País precisa qualificar 10 milhões de jovens em dois anos

Publicado em 30 de março de 2023

No ano passado, apenas 1,07 milhão dos 7,9 milhões de estudantes do ensino médio optou pelo ensino técnico concomitante.

Até 2025 será necessário qualificar 9,6 milhões de pessoas somente em ocupações industriais, das quais 2 milhões em formação inicial para reposição e preenchimento de novas vagas. A previsão é da Confederação Nacional da Indústria (CNI). Ainda assim, no ano passado, apenas 1,07 milhão dos 7,9 milhões de estudantes do ensino médio optou pelo ensino técnico concomitante, segundo o Censo Escolar, do governo federal.

Se incluídos cursos técnicos de quem já concluiu o ensino médio, o total vai para 2,1 milhões de matrículas – menos da metade da meta de 4,8 milhões prevista para 2024 pelo Plano Nacional de Educação (PNE). E mais: 43% dos estudantes desconhecem a existência do ensino técnico, aponta pesquisa realizada em 2021 pelo Itaú Educação e Trabalho e pela Fundação Roberto Marinho com estudantes do nono ano do ensino fundamental e do primeiro ano do ensino médio da rede pública. A parcela salta para 77% quando incluídos também os jovens que afirmam ter baixo conhecimento da modalidade.

“O ensino técnico é muito mal compreendido pela sociedade”, diz Fausto Augusto Junior, diretor-técnico do Dieese (Departamento Intersindical de Estatísticas e Estudo Sócio-Econômicos). “De um lado temos boas escolas, como Etecs, institutos federais e unidades do Senai, bastante concorridas e com boa entrada no mercado de trabalho. Do outro, temos o diploma do ensino técnico diminuído por parte dos alunos e empresas, principalmente fora do setor industrial, que preferem compensar a defasagem escolar com a exigência de formação universitária mesmo para funções que não exigiriam ensino superior.”

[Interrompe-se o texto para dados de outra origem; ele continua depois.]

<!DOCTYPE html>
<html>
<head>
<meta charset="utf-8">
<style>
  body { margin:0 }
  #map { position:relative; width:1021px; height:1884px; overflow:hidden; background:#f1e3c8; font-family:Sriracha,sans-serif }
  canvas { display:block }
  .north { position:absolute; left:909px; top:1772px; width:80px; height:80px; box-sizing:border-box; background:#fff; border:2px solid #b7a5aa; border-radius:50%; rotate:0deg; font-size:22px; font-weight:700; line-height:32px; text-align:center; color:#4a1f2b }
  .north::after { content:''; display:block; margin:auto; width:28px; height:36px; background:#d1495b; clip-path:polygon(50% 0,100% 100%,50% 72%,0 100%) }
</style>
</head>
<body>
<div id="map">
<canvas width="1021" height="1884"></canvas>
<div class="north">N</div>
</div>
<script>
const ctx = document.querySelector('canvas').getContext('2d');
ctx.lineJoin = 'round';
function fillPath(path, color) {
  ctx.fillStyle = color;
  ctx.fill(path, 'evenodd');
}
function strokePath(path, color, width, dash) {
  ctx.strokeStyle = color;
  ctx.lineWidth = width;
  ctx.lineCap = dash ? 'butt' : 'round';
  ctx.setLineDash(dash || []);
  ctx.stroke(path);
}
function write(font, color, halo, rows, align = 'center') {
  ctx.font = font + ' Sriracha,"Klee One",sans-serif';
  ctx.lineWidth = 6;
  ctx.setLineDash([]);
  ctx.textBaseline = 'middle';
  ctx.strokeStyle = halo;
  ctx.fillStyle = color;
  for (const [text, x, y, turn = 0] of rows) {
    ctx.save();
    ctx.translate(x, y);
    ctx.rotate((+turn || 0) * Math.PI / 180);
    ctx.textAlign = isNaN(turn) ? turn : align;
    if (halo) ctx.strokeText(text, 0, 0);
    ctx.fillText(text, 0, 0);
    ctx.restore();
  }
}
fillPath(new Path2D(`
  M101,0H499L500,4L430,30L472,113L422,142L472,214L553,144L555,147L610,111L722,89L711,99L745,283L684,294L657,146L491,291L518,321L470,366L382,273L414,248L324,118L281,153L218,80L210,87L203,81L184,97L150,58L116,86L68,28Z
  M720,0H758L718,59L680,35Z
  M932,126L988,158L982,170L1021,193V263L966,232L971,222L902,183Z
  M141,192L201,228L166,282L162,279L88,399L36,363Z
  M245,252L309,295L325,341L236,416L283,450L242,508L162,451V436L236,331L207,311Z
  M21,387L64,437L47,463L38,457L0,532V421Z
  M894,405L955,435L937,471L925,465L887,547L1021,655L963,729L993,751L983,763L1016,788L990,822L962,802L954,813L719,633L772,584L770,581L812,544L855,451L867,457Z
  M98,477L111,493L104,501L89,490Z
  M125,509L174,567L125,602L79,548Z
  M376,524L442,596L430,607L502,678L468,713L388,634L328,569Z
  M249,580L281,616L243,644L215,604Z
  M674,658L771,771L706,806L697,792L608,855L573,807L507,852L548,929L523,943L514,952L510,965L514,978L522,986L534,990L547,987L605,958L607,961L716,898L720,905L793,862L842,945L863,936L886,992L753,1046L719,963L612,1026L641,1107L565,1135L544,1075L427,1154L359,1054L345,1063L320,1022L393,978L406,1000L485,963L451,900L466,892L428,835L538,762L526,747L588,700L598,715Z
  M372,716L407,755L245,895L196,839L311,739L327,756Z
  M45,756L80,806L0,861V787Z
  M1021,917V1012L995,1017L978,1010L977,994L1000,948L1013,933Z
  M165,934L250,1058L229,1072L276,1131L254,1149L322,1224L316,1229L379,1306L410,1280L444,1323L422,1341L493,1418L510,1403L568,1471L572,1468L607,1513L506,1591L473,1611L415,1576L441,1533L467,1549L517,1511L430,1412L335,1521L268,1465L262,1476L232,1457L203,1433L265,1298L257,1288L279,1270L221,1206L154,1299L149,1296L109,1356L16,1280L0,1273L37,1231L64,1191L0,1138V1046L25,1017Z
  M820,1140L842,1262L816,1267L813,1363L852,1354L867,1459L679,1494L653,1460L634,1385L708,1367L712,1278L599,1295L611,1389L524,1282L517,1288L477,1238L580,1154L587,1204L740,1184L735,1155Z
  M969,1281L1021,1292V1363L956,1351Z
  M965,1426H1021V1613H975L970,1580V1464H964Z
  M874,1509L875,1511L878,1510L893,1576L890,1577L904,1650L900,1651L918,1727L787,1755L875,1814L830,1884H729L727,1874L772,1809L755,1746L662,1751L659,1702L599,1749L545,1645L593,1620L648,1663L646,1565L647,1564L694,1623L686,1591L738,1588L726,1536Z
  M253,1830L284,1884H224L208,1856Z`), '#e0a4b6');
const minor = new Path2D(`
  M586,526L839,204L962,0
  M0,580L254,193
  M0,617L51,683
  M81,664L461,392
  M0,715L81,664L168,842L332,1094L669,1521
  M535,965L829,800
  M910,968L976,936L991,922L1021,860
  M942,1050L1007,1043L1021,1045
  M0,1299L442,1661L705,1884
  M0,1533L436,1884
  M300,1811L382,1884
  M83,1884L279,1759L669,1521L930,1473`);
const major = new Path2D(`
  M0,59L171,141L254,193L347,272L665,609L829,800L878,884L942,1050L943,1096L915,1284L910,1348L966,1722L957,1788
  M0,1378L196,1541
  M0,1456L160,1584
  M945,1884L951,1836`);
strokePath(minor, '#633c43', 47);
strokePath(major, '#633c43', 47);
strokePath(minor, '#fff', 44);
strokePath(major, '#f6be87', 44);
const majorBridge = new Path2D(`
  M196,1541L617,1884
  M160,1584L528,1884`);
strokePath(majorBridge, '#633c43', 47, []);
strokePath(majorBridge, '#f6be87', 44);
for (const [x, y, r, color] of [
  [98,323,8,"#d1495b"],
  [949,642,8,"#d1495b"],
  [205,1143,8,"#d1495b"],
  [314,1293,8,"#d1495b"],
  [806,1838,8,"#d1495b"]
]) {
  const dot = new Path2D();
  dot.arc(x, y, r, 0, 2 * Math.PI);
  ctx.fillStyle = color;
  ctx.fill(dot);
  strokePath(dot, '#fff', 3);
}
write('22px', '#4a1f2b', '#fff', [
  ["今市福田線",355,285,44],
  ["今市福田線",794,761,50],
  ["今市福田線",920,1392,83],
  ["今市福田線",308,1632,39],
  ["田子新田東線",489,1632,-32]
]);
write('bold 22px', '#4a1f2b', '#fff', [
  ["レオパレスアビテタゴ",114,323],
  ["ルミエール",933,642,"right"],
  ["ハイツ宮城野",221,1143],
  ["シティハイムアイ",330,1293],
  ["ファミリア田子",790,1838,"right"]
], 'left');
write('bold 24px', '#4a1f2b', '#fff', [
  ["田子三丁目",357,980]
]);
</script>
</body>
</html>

O diretor-geral do Senai, Rafael Lucchesi, acrescenta: “Na história do Brasil, há um certo preconceito com qualificações técnicas ou manuais como herança da sociedade escravocrata”. Ainda assim, segundo ele, 76% das pessoas formadas pelos cursos do Senai conseguem emprego em até um ano. Entre os profissionais com maior demanda pela indústria, estão técnicos em da área de metalmecânica, segurança do trabalho, transporte e pesquisa em desenvolvimento.

Já em relação às perspectivas de crescimento, o destaque são para logística, áreas relacionadas ao meio ambiente, automação e mecatrônica. Mas informações com essas chegam pouco às salas de aula. “É preciso falar mais sobre carreiras e trilhas para que os jovens alcancem a profissão desejada”, diz Augusto Junior.

Também os estudantes também gostariam de mais conhecimento sobre a vida profissional. Segundo o estudo do Itaú Educação e Trabalho e da Fundação Roberto Marinho, 75% dos alunos acreditam que a escola não os prepara ou prepara pouco para o mercado de trabalho.